Google and ElevenLabs Lead New Speech‑to‑Text Benchmark as Google Quantum‑Proofs HTTPS

Logo: Google
Artificial Analysis unveiled version 2.0 of its AA‑WER speech‑to‑text benchmark on March 1, 2026, with The‑Decoder reporting ElevenLabs’ Scribe v2 topping the list at 2.3% word‑error rate, followed by Google’s Gemini 3 Pro at 2.9%.
Key Facts
- •Key company: Google
- •Also mentioned: ElevenLabs, Artificial Analysis, Cloudflare
ElevenLabs’ Scribe v2 topped Artificial Analysis’ AA‑WER v2.0 benchmark with a 2.3 % word‑error rate, edging out Google’s Gemini 3 Pro at 2.9 %, according to a report by The‑Decoder on March 1, 2026. The ranking placed Mistral’s Voxtral Small a close third at 3.0 %, while Google’s Gemini 3 Flash followed at 3.1 % and ElevenLabs’ earlier Scribe v1 slipped to 3.2 %. Notably, Google’s strong showing came without any dedicated transcription training; the results derive from Gemini’s broader multimodal architecture, The‑Decoder noted. OpenAI’s Whisper Large v3, the most widely used open‑source model, landed mid‑pack at 4.2 %, with Alibaba’s Qwen3 ASR Flash (5.9 %), Amazon’s Nova 2 Omni (6.0 %) and Rev AI (6.1 %) trailing behind. The benchmark also featured a separate AA‑AgentTalk test focused on voice‑assistant commands, where Scribe v2 recorded a 1.6 % error rate and Gemini 3 Pro posted 1.7 %, keeping them well ahead of AssemblyAI’s Universal‑3 Pro at 2.3 %.
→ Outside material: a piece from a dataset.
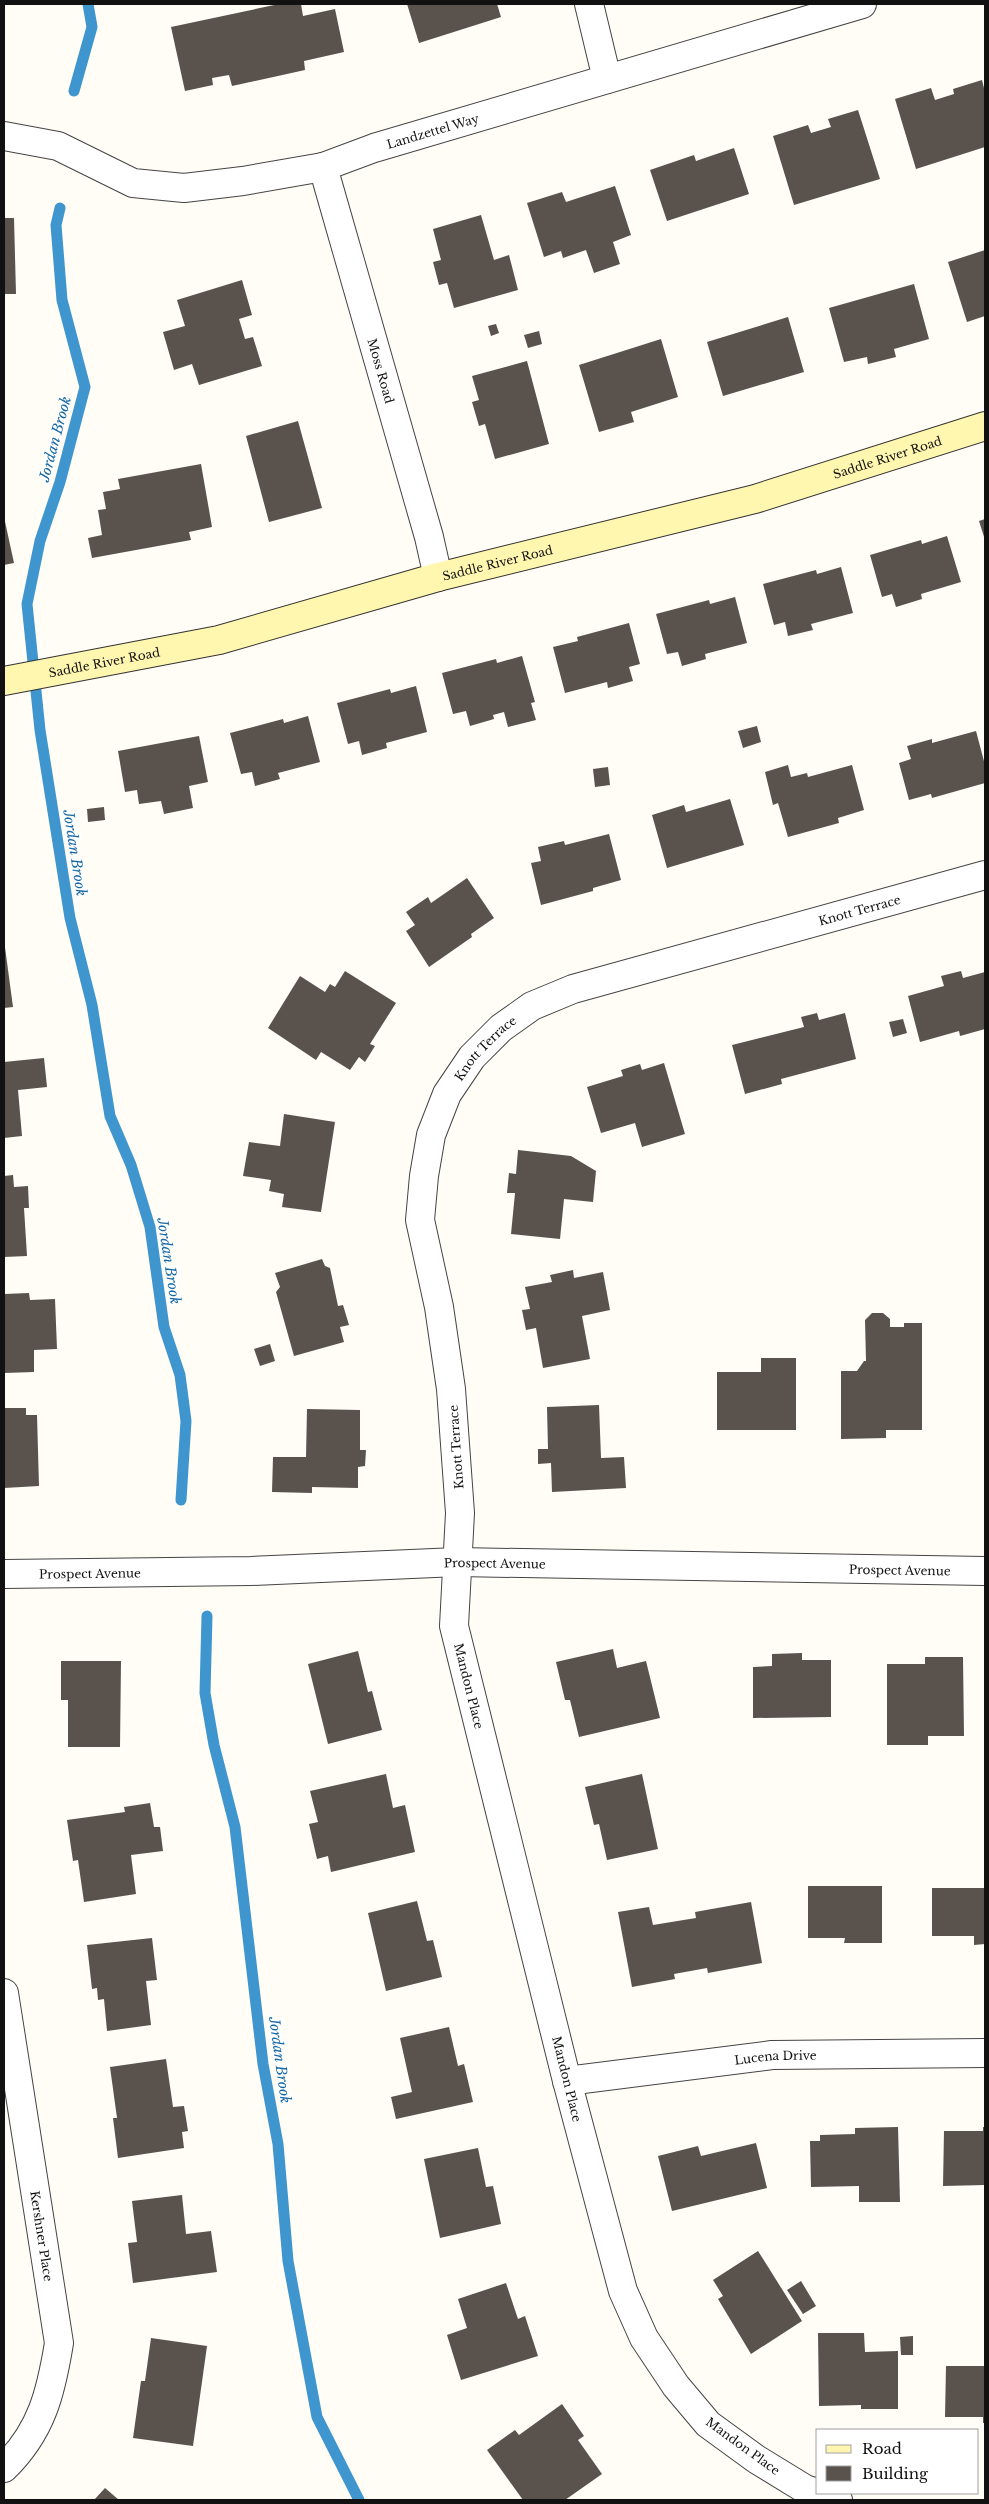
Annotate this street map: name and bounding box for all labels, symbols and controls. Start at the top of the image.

The results underscore a shifting competitive landscape in speech‑to‑text technology, where specialized startups can rival the output of tech giants. ElevenLabs, a year‑old firm that recently launched a stand‑alone voice‑generation app (TechCrunch), has leveraged its proprietary voice‑cloning pipeline to produce a model that not only excels in text‑to‑speech but now dominates transcription as well. The company’s rapid progress follows its earlier announcement of multilingual text‑to‑speech capabilities (VentureBeat), suggesting a broader strategy to become a one‑stop shop for voice AI. Google, meanwhile, continues to double‑down on its Gemini line, extending the same model family across both multimodal generation and speech transcription without bespoke fine‑tuning, a tactic that The‑Decoder highlighted as evidence of the model’s versatility.
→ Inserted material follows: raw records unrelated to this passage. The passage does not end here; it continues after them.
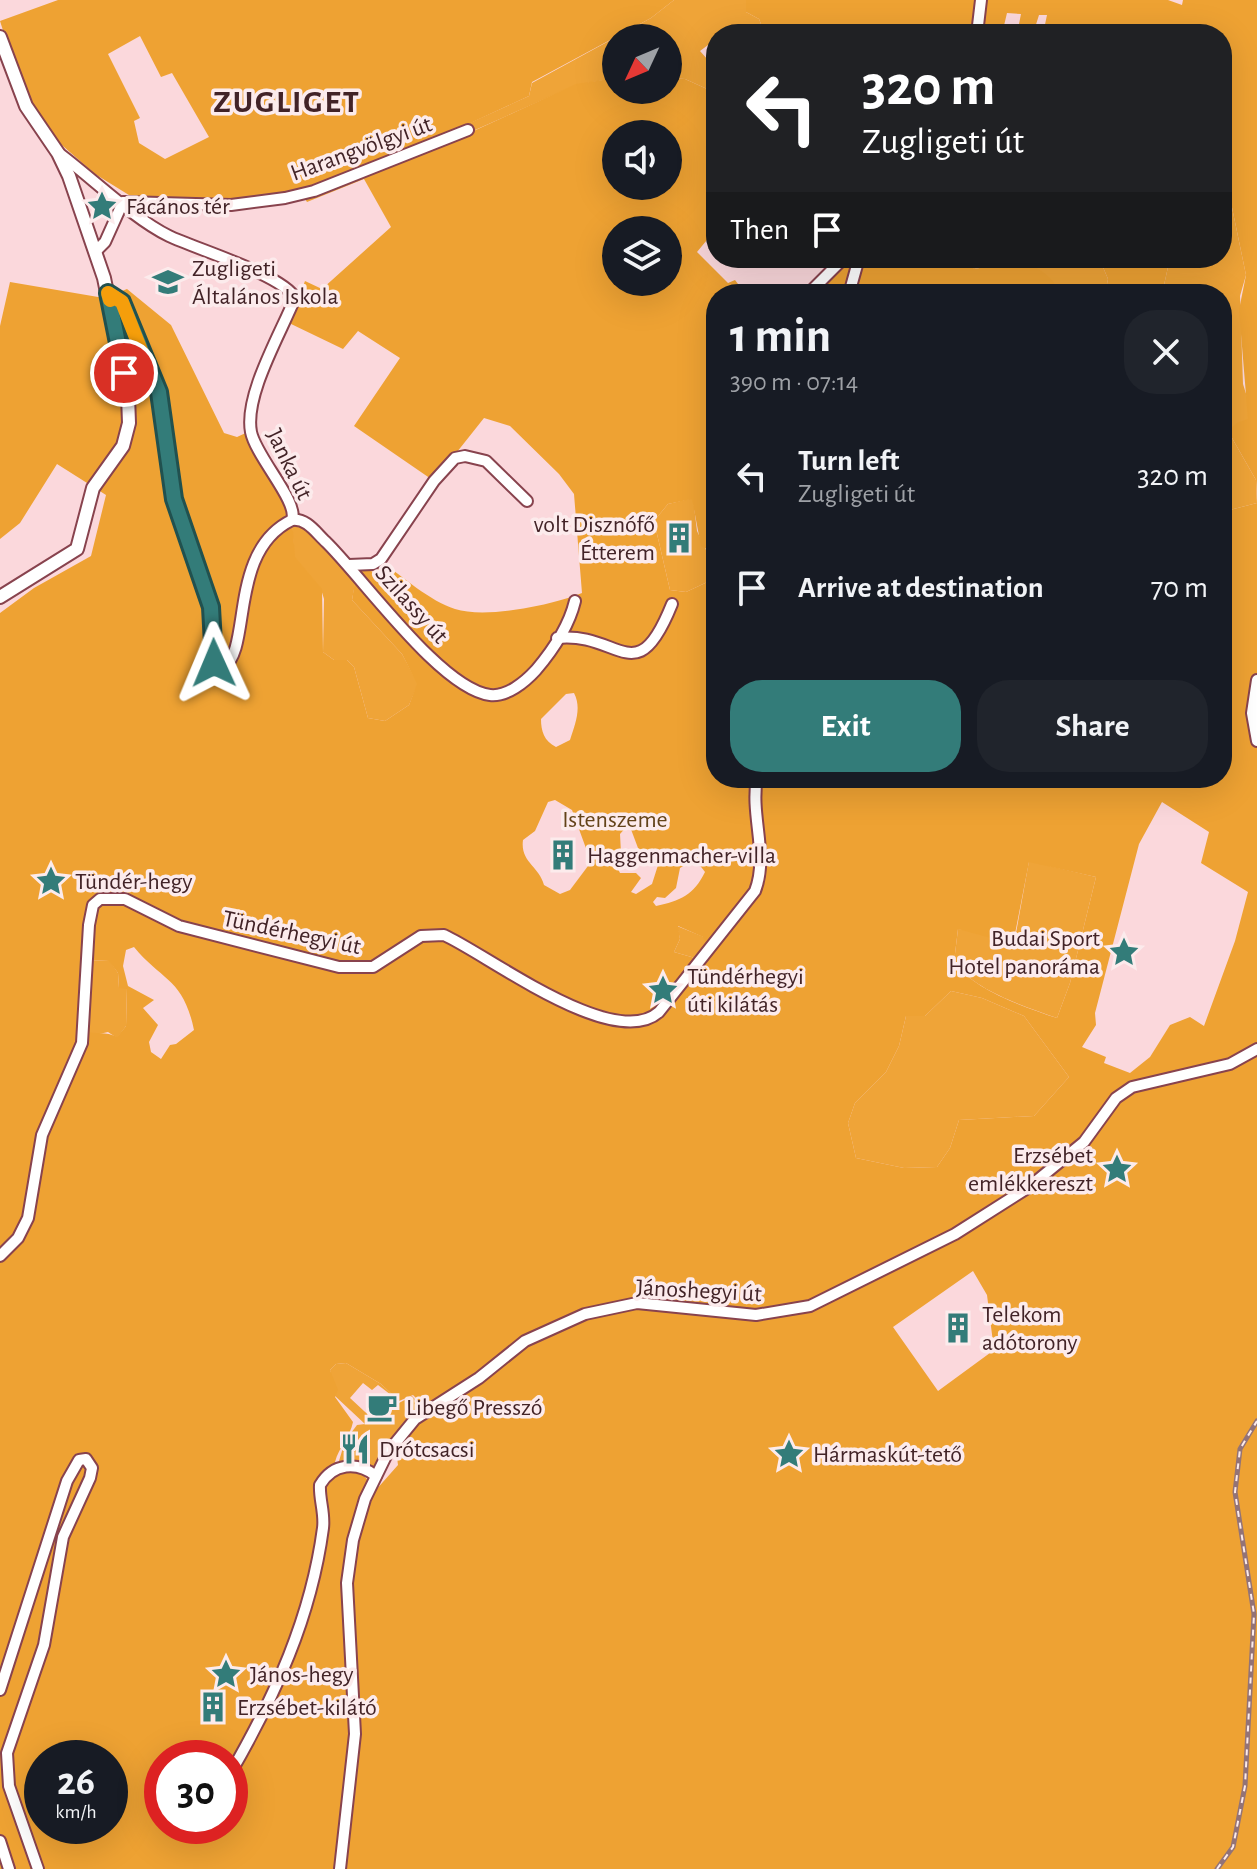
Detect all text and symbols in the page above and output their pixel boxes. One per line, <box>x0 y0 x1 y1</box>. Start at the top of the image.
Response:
north arrow <box>602 24 682 104</box>
map controls <box>602 24 682 296</box>
icon: left <box>730 56 834 160</box>
text: 320 m <box>862 59 995 115</box>
district label: ZUGLIGET <box>213 86 361 118</box>
street label: Harangvölgyi út <box>288 112 435 186</box>
button: sound <box>602 120 682 200</box>
text: Zugligeti út <box>862 124 1024 160</box>
place icon: Fácános tér <box>85 189 119 223</box>
place label: Fácános tér <box>126 195 230 219</box>
icon: arrive <box>805 208 849 252</box>
text: Then <box>730 215 789 245</box>
button: layers <box>602 216 682 296</box>
place label: Zugligeti Általános Iskola <box>192 257 339 309</box>
school or university icon: Zugligeti Általános Iskola <box>151 265 185 299</box>
button: close <box>1124 310 1208 394</box>
text: 1 min <box>730 313 831 361</box>
pin <box>90 339 158 407</box>
icon: arrive <box>102 351 146 395</box>
text: 390 m · 07:14 <box>730 369 858 395</box>
street label: Janka út <box>262 425 317 504</box>
text: Turn left <box>798 446 899 476</box>
icon: left <box>730 454 774 498</box>
text: 320 m <box>1137 461 1208 491</box>
text: Zugligeti út <box>798 481 915 507</box>
place label: volt Disznófő Étterem <box>533 513 655 565</box>
building icon: volt Disznófő Étterem <box>662 521 696 555</box>
street label: Szilassy út <box>370 561 452 649</box>
icon: arrive <box>730 566 774 610</box>
text: Arrive at destination <box>798 573 1044 603</box>
text: 70 m <box>1151 573 1208 603</box>
position arrow <box>172 621 256 705</box>
button: Exit <box>730 680 961 772</box>
button: Share <box>977 680 1208 772</box>
park label: Istenszeme <box>562 808 668 832</box>
building icon: Haggenmacher-villa <box>546 838 580 872</box>
place label: Haggenmacher-villa <box>587 844 776 868</box>
place icon: Tündér-hegy <box>34 864 68 898</box>
place label: Tündér-hegy <box>75 870 192 894</box>
street label: Tündérhegyi út <box>221 907 363 959</box>
place label: Budai Sport Hotel panoráma <box>948 927 1100 979</box>
place icon: Budai Sport Hotel panoráma <box>1107 935 1141 969</box>
place label: Tündérhegyi úti kilátás <box>687 965 804 1017</box>
place icon: Tündérhegyi úti kilátás <box>646 973 680 1007</box>
place label: Erzsébet emlékkereszt <box>968 1144 1093 1196</box>
place icon: Erzsébet emlékkereszt <box>1100 1152 1134 1186</box>
street label: Jánoshegyi út <box>636 1276 763 1306</box>
place label: Telekom adótorony <box>982 1303 1078 1355</box>
building icon: Telekom adótorony <box>941 1311 975 1345</box>
cafe icon: Libegő Presszó <box>365 1390 399 1424</box>
place label: Libegő Presszó <box>406 1396 542 1420</box>
restaurant icon: Drótcsacsi <box>338 1432 372 1466</box>
place icon: Hármaskút-tető <box>772 1437 806 1471</box>
place label: Drótcsacsi <box>379 1438 474 1462</box>
place label: Hármaskút-tető <box>813 1443 962 1467</box>
place icon: János-hegy <box>209 1657 243 1691</box>
place label: János-hegy <box>250 1663 353 1687</box>
building icon: Erzsébet-kilátó <box>196 1690 230 1724</box>
place label: Erzsébet-kilátó <box>237 1696 377 1720</box>
speed limit sign: 30 <box>144 1740 248 1844</box>
text: 26 <box>57 1762 95 1802</box>
text: km/h <box>55 1802 97 1822</box>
While speech‑to‑text advances, Google is also addressing a looming security challenge: quantum‑resistant HTTPS. In a February 27, 2026 Ars Technica article, Google disclosed a plan to embed quantum‑proof cryptographic data into Chrome’s TLS handshake without inflating the certificate size beyond practical limits. Classical X.509 certificates occupy roughly 64 bytes, but quantum‑resistant equivalents can swell to about 2.5 kilobytes—40 times larger. To avoid crippling handshake latency, Google and its partner Cloudflare are employing Merkle‑Tree structures that compress the 2.5 kB payload into a 64‑byte space, effectively “squeezing” the data while preserving verification integrity. Bas Westerbaan, principal research engineer at Cloudflare, warned that larger certificates would “slow the handshake and leave people behind,” emphasizing the need for a seamless transition that does not degrade user experience or break middle‑box devices.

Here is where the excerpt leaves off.